Before the establishment of the kingdom, the region had been known as Makassar and its people as Makassarese . [1] The history of the kingdom can be divided into two eras: pre-Islamic kingdom and post-Islamic sultanate.
The epic poem the Nagarakretagama , in praise of King Rajasanagara of Majapahit, lists Makassar as one of the kingdom's tributaries in 1365. [2]
The first queen of Gowa was Tomanurung Baine. [1] Not much is known about the exact time when the kingdom was established nor about the first queen, and only during the reign of the 6th king, Tonatangka Kopi, have local sources noted about the division of the kingdom into two new kingdoms led by two Kopi's sons: Kingdom of Gowa led by Batara Gowa as its 7th king covering areas of Paccelekang, Pattalasang, Bontomanai Ilau, Bontomanai 'Iraya, Tombolo and Mangasa while the other son, Karaeng Loe ri Sero, led a new kingdom called Tallo which included areas of Saumata, Pannampu, Moncong Loe, and Parang Loe. [1]
For years both kingdoms were involved in wars until the kingdom of Tallo was defeated. During the reign of King of Gowa X, Tunipalangga (1512-1546), the two kingdoms were reunified to become twin kingdoms under a deal called Rua Kareng se're ata (dual kings, single people in Makassarese) and enforced with a binding treaty. [1] Since then, any king of Tallo also became the king of Gowa. Many historians then simply call these Gowa-Tallo twin kingdoms as Makassar or just Gowa. [1]

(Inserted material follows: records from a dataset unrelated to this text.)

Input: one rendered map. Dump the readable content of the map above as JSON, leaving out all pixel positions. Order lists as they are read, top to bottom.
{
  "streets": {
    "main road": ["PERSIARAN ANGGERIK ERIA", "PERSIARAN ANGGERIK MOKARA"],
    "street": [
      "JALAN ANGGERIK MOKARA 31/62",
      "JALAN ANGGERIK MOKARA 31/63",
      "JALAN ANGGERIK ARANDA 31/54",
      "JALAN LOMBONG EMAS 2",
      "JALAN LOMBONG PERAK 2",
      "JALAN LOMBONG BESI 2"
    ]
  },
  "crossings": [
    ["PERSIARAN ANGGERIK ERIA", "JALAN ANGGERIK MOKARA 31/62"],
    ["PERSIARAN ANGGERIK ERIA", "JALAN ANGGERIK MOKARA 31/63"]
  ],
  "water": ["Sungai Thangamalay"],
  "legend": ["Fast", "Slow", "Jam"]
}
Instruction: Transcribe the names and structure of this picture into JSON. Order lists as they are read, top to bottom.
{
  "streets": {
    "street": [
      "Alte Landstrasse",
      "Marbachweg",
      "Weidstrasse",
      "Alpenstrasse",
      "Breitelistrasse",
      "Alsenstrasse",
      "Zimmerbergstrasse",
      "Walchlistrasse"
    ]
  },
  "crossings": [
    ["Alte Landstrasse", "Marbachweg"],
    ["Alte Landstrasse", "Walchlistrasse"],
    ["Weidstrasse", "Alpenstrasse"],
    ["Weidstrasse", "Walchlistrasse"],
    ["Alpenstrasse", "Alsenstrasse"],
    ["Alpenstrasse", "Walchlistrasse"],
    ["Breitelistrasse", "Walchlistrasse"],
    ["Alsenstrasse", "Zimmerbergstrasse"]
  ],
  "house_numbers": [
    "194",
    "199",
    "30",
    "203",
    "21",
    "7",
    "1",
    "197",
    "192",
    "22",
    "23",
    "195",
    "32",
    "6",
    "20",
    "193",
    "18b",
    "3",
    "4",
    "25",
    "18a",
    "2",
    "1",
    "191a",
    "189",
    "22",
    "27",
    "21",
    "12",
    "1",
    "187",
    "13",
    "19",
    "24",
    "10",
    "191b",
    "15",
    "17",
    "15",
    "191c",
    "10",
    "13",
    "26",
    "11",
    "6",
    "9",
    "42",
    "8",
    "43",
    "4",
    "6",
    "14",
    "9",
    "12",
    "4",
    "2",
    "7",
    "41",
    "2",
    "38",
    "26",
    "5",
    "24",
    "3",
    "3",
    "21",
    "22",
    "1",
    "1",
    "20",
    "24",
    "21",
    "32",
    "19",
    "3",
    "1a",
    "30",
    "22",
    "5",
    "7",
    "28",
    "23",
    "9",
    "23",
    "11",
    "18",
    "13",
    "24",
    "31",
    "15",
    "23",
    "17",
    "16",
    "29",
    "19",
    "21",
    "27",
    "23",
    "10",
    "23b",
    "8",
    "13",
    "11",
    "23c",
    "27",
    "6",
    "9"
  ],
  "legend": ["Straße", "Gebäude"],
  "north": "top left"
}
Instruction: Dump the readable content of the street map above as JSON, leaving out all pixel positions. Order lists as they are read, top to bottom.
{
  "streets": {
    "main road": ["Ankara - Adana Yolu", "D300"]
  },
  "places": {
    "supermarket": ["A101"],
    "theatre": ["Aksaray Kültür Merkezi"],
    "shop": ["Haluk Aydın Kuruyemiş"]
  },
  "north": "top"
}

The traces of Islam in South Sulawesi existed since the 1320s with the arrival of the first Sayyid in South Sulawesi, namely Sayyid Jamaluddin al-Akbar Al-Husaini, who is the grandfather of Wali Songo. [3]
The conversion of the kingdom to Islam is dated as September 22, 1605 when the 14th king of Tallo-Gowa kingdom, Karaeng Matowaya Tumamenaga Ri Agamanna, converted to Islam, [4] later changing his name to Sultan Alauddin. He ruled the kingdom from 1591 to 1629. His conversion to Islam is associated with the arrival of three ulama from Minangkabau: Datuk Ri Bandang, Datuk Ri Tiro and Datuk Ri Pattimang. [5]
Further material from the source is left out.